INPUT MATERIAL:
↓↓↓

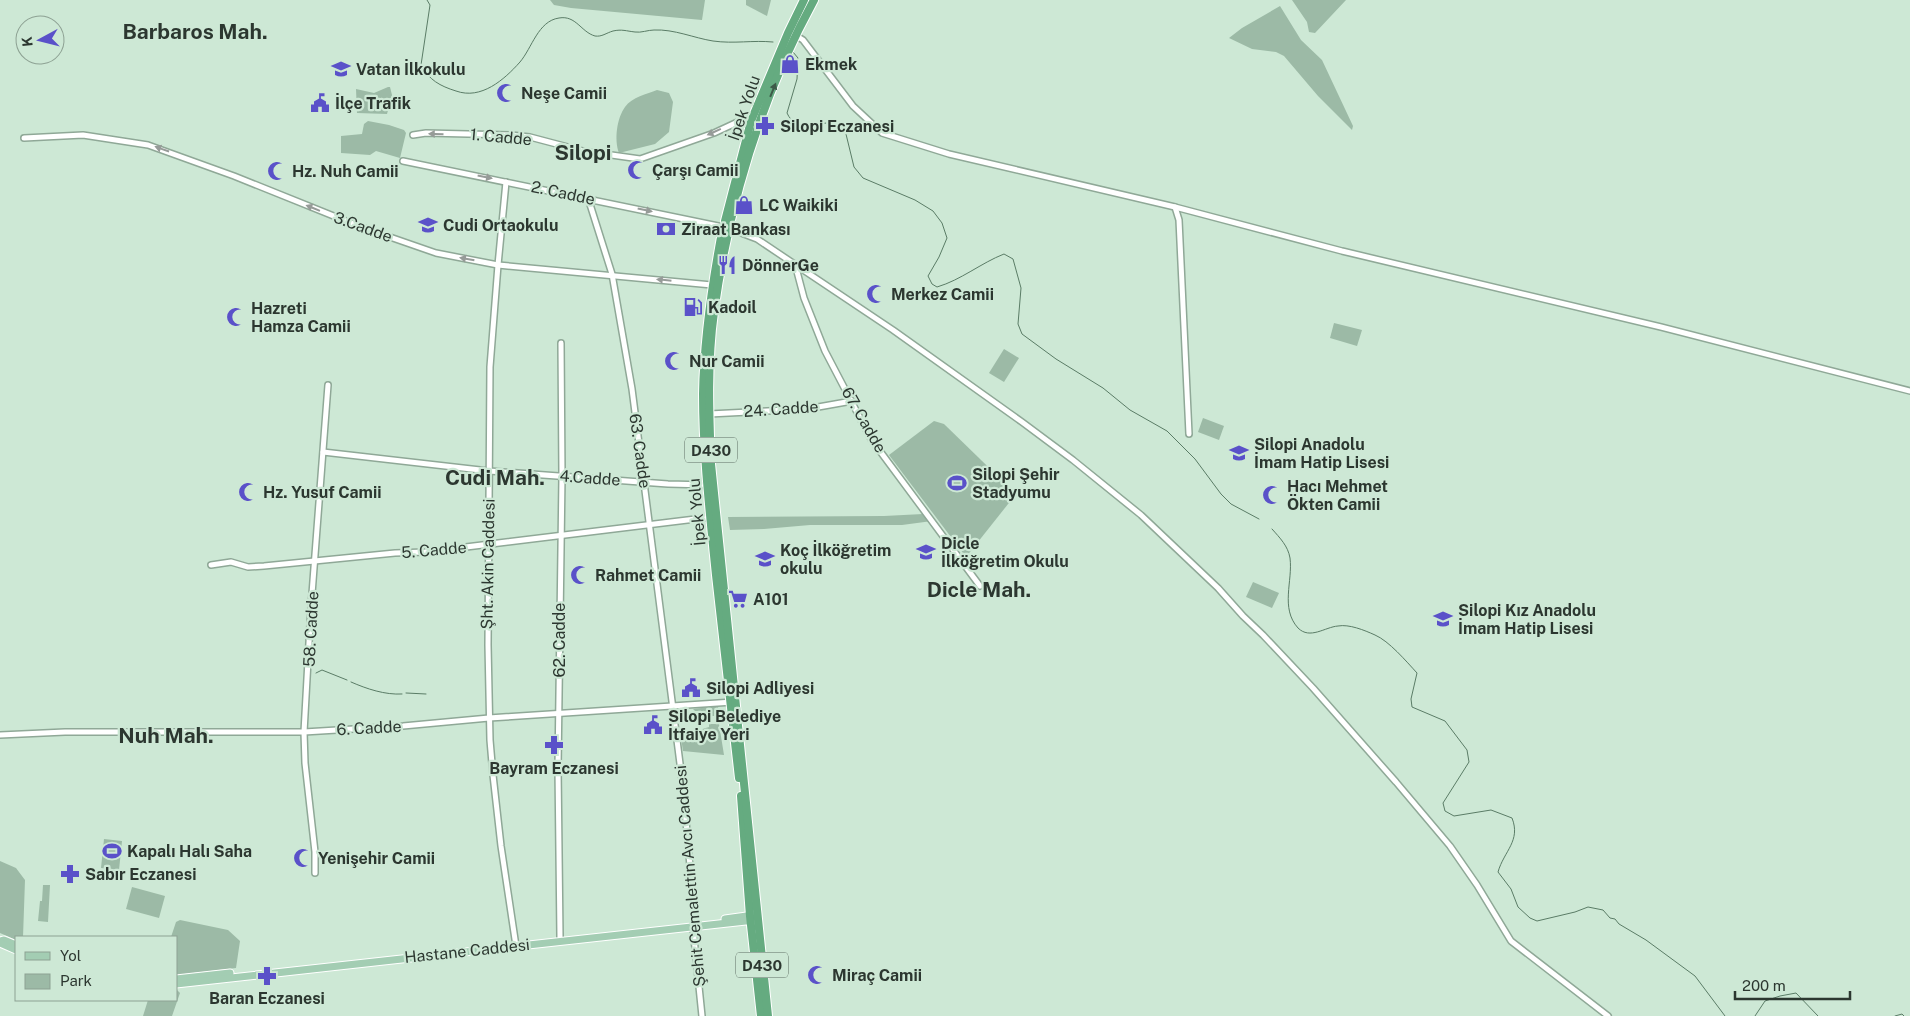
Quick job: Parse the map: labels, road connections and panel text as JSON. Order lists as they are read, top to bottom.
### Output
{
  "streets": {
    "highway": ["İpek Yolu", "D430"],
    "main road": ["Hastane Caddesi"],
    "street": [
      "1. Cadde",
      "2. Cadde",
      "3.Cadde",
      "24. Cadde",
      "67. Cadde",
      "63. Cadde",
      "4.Cadde",
      "5. Cadde",
      "Şht. Akin Caddesi",
      "58. Cadde",
      "62. Cadde",
      "6. Cadde",
      "Şehit Cemalettin Avcı Caddesi"
    ]
  },
  "crossings": [
    ["İpek Yolu", "1. Cadde"],
    ["İpek Yolu", "2. Cadde"],
    ["İpek Yolu", "3.Cadde"],
    ["İpek Yolu", "D430"],
    ["İpek Yolu", "4.Cadde"],
    ["İpek Yolu", "5. Cadde"],
    ["1. Cadde", "D430"],
    ["2. Cadde", "67. Cadde"],
    ["2. Cadde", "D430"],
    ["2. Cadde", "63. Cadde"],
    ["2. Cadde", "Şht. Akin Caddesi"],
    ["3.Cadde", "63. Cadde"],
    ["3.Cadde", "Şht. Akin Caddesi"],
    ["24. Cadde", "67. Cadde"],
    ["24. Cadde", "D430"],
    ["D430", "5. Cadde"],
    ["D430", "6. Cadde"],
    ["D430", "Hastane Caddesi"],
    ["63. Cadde", "4.Cadde"],
    ["63. Cadde", "5. Cadde"],
    ["63. Cadde", "6. Cadde"],
    ["63. Cadde", "Şehit Cemalettin Avcı Caddesi"],
    ["4.Cadde", "Şht. Akin Caddesi"],
    ["4.Cadde", "58. Cadde"],
    ["4.Cadde", "62. Cadde"],
    ["5. Cadde", "Şht. Akin Caddesi"],
    ["5. Cadde", "58. Cadde"],
    ["5. Cadde", "62. Cadde"],
    ["Şht. Akin Caddesi", "6. Cadde"],
    ["Şht. Akin Caddesi", "Hastane Caddesi"],
    ["58. Cadde", "6. Cadde"],
    ["62. Cadde", "6. Cadde"],
    ["62. Cadde", "Hastane Caddesi"],
    ["6. Cadde", "Şehit Cemalettin Avcı Caddesi"],
    ["Şehit Cemalettin Avcı Caddesi", "Hastane Caddesi"]
  ],
  "one_way": ["1. Cadde", "3.Cadde"],
  "districts": [
    "Barbaros Mah.",
    "Silopi",
    "Cudi Mah.",
    "Dicle Mah.",
    "Nuh Mah."
  ],
  "places": {
    "shop": ["Ekmek", "LC Waikiki"],
    "school or university": [
      "Vatan İlkokulu",
      "Cudi Ortaokulu",
      "Silopi Anadolu İmam Hatip Lisesi",
      "Dicle İlköğretim Okulu",
      "Koç İlköğretim okulu",
      "Silopi Kız Anadolu İmam Hatip Lisesi"
    ],
    "mosque": [
      "Neşe Camii",
      "Çarşı Camii",
      "Hz. Nuh Camii",
      "Merkez Camii",
      "Hazreti Hamza Camii",
      "Nur Camii",
      "Hz. Yusuf Camii",
      "Hacı Mehmet Ökten Camii",
      "Rahmet Camii",
      "Yenişehir Camii",
      "Miraç Camii"
    ],
    "public building": ["İlçe Trafik", "Silopi Adliyesi", "Silopi Belediye İtfaiye Yeri"],
    "pharmacy": [
      "Silopi Eczanesi",
      "Bayram Eczanesi",
      "Sabır Eczanesi",
      "Baran Eczanesi"
    ],
    "bank": ["Ziraat Bankası"],
    "restaurant": ["DönnerGe"],
    "fuel station": ["Kadoil"],
    "sports": ["Silopi Şehir Stadyumu", "Kapalı Halı Saha"],
    "supermarket": ["A101"]
  },
  "legend": ["Yol", "Park"],
  "scale_bar": "200 m",
  "north": "left"
}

↑↑↑

An exact, word-for-word copy of the records is expected, with no pictures in it.

Quick job: Parse the map: labels, road connections and panel text as JSON. Order lists as they are read, top to bottom.
### Output
{
  "streets": {
    "highway": ["İpek Yolu", "D430"],
    "main road": ["Hastane Caddesi"],
    "street": [
      "1. Cadde",
      "2. Cadde",
      "3.Cadde",
      "24. Cadde",
      "67. Cadde",
      "63. Cadde",
      "4.Cadde",
      "5. Cadde",
      "Şht. Akin Caddesi",
      "58. Cadde",
      "62. Cadde",
      "6. Cadde",
      "Şehit Cemalettin Avcı Caddesi"
    ]
  },
  "crossings": [
    ["İpek Yolu", "1. Cadde"],
    ["İpek Yolu", "2. Cadde"],
    ["İpek Yolu", "3.Cadde"],
    ["İpek Yolu", "D430"],
    ["İpek Yolu", "4.Cadde"],
    ["İpek Yolu", "5. Cadde"],
    ["1. Cadde", "D430"],
    ["2. Cadde", "67. Cadde"],
    ["2. Cadde", "D430"],
    ["2. Cadde", "63. Cadde"],
    ["2. Cadde", "Şht. Akin Caddesi"],
    ["3.Cadde", "63. Cadde"],
    ["3.Cadde", "Şht. Akin Caddesi"],
    ["24. Cadde", "67. Cadde"],
    ["24. Cadde", "D430"],
    ["D430", "5. Cadde"],
    ["D430", "6. Cadde"],
    ["D430", "Hastane Caddesi"],
    ["63. Cadde", "4.Cadde"],
    ["63. Cadde", "5. Cadde"],
    ["63. Cadde", "6. Cadde"],
    ["63. Cadde", "Şehit Cemalettin Avcı Caddesi"],
    ["4.Cadde", "Şht. Akin Caddesi"],
    ["4.Cadde", "58. Cadde"],
    ["4.Cadde", "62. Cadde"],
    ["5. Cadde", "Şht. Akin Caddesi"],
    ["5. Cadde", "58. Cadde"],
    ["5. Cadde", "62. Cadde"],
    ["Şht. Akin Caddesi", "6. Cadde"],
    ["Şht. Akin Caddesi", "Hastane Caddesi"],
    ["58. Cadde", "6. Cadde"],
    ["62. Cadde", "6. Cadde"],
    ["62. Cadde", "Hastane Caddesi"],
    ["6. Cadde", "Şehit Cemalettin Avcı Caddesi"],
    ["Şehit Cemalettin Avcı Caddesi", "Hastane Caddesi"]
  ],
  "one_way": ["1. Cadde", "3.Cadde"],
  "districts": [
    "Barbaros Mah.",
    "Silopi",
    "Cudi Mah.",
    "Dicle Mah.",
    "Nuh Mah."
  ],
  "places": {
    "shop": ["Ekmek", "LC Waikiki"],
    "school or university": [
      "Vatan İlkokulu",
      "Cudi Ortaokulu",
      "Silopi Anadolu İmam Hatip Lisesi",
      "Dicle İlköğretim Okulu",
      "Koç İlköğretim okulu",
      "Silopi Kız Anadolu İmam Hatip Lisesi"
    ],
    "mosque": [
      "Neşe Camii",
      "Çarşı Camii",
      "Hz. Nuh Camii",
      "Merkez Camii",
      "Hazreti Hamza Camii",
      "Nur Camii",
      "Hz. Yusuf Camii",
      "Hacı Mehmet Ökten Camii",
      "Rahmet Camii",
      "Yenişehir Camii",
      "Miraç Camii"
    ],
    "public building": ["İlçe Trafik", "Silopi Adliyesi", "Silopi Belediye İtfaiye Yeri"],
    "pharmacy": [
      "Silopi Eczanesi",
      "Bayram Eczanesi",
      "Sabır Eczanesi",
      "Baran Eczanesi"
    ],
    "bank": ["Ziraat Bankası"],
    "restaurant": ["DönnerGe"],
    "fuel station": ["Kadoil"],
    "sports": ["Silopi Şehir Stadyumu", "Kapalı Halı Saha"],
    "supermarket": ["A101"]
  },
  "legend": ["Yol", "Park"],
  "scale_bar": "200 m",
  "north": "left"
}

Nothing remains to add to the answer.